Prompt: How many lines in the records below hold the word "color"? Answer with the number alone.

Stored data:
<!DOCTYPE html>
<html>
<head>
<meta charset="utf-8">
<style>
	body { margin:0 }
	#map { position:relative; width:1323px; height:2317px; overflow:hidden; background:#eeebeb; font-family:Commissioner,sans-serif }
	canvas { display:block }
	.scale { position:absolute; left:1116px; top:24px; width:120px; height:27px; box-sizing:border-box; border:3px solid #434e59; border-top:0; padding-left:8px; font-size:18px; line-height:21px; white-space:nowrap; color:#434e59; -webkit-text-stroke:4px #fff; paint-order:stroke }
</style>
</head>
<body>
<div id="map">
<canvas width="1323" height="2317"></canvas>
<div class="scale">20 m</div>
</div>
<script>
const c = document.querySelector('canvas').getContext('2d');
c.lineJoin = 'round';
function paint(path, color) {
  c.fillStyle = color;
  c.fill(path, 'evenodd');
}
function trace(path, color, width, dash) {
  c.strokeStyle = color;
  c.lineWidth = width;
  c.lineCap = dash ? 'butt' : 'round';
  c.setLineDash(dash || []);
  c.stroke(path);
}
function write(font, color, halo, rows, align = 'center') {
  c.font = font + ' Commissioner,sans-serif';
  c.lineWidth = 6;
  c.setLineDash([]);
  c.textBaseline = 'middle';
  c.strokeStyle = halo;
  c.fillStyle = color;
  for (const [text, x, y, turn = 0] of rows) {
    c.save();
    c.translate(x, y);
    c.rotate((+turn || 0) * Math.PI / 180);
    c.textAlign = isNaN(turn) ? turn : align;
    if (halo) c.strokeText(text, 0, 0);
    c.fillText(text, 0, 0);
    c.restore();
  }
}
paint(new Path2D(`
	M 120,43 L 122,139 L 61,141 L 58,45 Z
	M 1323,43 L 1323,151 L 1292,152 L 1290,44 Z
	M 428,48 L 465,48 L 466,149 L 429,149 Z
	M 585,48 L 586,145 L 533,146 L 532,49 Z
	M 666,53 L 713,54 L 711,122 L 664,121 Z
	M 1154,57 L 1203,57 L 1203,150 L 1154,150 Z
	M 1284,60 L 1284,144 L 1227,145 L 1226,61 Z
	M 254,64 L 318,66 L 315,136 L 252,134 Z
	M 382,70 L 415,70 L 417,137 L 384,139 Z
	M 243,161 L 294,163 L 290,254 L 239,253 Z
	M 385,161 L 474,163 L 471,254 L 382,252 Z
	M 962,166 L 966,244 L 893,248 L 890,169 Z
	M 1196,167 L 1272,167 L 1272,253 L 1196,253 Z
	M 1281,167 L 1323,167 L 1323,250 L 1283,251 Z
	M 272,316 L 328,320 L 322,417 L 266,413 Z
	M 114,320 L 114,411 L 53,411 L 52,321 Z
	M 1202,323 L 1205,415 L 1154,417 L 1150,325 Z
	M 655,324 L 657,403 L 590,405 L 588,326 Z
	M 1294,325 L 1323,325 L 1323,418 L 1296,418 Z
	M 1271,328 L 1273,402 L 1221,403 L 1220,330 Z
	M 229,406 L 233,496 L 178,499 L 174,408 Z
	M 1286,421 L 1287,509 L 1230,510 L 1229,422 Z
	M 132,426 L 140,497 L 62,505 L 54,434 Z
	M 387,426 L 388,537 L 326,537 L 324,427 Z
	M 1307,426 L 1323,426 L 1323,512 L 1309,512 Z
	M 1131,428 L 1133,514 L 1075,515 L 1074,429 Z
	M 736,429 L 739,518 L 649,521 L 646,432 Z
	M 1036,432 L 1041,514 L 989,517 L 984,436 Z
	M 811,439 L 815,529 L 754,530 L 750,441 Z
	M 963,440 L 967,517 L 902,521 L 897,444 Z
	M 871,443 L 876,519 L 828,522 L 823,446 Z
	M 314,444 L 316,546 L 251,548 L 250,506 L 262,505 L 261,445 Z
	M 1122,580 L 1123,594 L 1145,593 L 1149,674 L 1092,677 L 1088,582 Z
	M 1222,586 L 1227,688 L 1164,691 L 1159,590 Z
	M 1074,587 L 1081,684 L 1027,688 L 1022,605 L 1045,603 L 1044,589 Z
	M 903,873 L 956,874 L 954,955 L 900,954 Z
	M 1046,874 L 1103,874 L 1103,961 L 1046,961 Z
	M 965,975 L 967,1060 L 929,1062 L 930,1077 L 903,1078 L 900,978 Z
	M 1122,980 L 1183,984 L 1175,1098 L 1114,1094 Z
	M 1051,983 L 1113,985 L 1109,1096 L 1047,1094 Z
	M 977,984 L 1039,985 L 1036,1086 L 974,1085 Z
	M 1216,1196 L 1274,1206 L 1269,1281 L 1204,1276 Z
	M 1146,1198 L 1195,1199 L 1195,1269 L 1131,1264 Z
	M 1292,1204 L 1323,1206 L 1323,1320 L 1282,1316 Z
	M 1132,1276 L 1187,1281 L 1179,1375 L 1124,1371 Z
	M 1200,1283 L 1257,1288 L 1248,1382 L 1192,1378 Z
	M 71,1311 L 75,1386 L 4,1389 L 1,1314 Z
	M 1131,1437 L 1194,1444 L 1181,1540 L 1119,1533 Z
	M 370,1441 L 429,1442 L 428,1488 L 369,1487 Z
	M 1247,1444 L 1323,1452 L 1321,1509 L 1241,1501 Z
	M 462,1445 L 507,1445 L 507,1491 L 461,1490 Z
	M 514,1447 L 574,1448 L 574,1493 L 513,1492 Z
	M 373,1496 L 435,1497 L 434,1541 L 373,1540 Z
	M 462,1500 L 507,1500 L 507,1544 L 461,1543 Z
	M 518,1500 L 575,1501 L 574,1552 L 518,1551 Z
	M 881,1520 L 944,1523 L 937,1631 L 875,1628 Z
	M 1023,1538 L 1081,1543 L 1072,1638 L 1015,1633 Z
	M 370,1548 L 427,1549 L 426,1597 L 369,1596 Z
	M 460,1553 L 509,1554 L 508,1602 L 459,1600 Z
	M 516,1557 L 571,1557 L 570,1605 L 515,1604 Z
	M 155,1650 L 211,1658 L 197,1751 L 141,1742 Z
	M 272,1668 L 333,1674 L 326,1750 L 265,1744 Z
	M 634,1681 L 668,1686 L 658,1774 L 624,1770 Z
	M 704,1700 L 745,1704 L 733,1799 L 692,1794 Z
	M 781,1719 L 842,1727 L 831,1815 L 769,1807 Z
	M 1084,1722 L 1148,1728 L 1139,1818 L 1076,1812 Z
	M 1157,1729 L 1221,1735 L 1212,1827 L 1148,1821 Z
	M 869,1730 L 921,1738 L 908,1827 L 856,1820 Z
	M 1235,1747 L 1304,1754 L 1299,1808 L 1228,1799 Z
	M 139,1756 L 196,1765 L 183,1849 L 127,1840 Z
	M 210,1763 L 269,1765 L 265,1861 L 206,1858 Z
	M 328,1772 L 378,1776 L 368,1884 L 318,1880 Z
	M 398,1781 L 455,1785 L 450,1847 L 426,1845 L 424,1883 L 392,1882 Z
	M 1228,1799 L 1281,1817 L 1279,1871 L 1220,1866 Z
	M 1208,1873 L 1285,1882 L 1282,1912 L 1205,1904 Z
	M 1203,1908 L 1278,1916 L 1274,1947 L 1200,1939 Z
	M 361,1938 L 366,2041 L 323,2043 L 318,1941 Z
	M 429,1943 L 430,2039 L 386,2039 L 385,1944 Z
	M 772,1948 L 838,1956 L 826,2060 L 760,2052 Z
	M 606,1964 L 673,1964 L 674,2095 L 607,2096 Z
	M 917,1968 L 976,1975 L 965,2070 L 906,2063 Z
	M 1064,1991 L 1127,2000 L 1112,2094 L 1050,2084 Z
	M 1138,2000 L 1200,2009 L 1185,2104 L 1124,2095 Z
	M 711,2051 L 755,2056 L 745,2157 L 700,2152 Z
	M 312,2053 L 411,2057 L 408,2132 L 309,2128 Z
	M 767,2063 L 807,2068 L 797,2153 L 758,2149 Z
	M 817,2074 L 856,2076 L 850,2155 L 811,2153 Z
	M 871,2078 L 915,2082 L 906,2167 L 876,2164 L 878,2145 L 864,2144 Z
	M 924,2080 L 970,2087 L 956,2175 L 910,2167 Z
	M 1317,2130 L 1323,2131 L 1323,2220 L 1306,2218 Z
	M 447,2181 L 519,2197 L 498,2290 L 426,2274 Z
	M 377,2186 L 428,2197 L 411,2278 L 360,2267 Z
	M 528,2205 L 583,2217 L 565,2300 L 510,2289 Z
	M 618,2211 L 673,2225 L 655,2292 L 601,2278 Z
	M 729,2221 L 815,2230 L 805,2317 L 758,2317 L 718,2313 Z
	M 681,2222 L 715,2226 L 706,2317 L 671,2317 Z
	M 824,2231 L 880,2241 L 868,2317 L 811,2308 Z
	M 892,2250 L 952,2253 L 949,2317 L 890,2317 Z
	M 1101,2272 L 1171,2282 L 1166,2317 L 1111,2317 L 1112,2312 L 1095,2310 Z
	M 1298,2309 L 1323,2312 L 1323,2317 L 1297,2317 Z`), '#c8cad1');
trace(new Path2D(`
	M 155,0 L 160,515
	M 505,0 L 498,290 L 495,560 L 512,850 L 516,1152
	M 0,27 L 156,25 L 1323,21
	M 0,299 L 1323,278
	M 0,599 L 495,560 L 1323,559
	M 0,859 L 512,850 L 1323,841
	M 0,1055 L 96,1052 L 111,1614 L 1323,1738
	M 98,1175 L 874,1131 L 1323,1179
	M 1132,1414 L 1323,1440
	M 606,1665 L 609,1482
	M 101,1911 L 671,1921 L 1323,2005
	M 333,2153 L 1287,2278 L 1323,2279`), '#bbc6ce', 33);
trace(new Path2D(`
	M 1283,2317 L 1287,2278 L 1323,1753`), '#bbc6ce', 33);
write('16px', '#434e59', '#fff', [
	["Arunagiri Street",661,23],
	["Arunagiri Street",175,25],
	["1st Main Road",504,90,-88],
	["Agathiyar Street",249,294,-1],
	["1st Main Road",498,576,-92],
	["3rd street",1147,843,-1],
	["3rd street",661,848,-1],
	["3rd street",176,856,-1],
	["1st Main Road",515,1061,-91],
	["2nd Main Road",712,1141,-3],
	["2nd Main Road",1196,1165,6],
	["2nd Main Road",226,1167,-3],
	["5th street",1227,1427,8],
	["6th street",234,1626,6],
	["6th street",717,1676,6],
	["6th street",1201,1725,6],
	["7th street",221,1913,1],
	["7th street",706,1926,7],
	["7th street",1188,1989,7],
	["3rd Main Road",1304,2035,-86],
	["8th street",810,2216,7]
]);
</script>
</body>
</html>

Answer: 7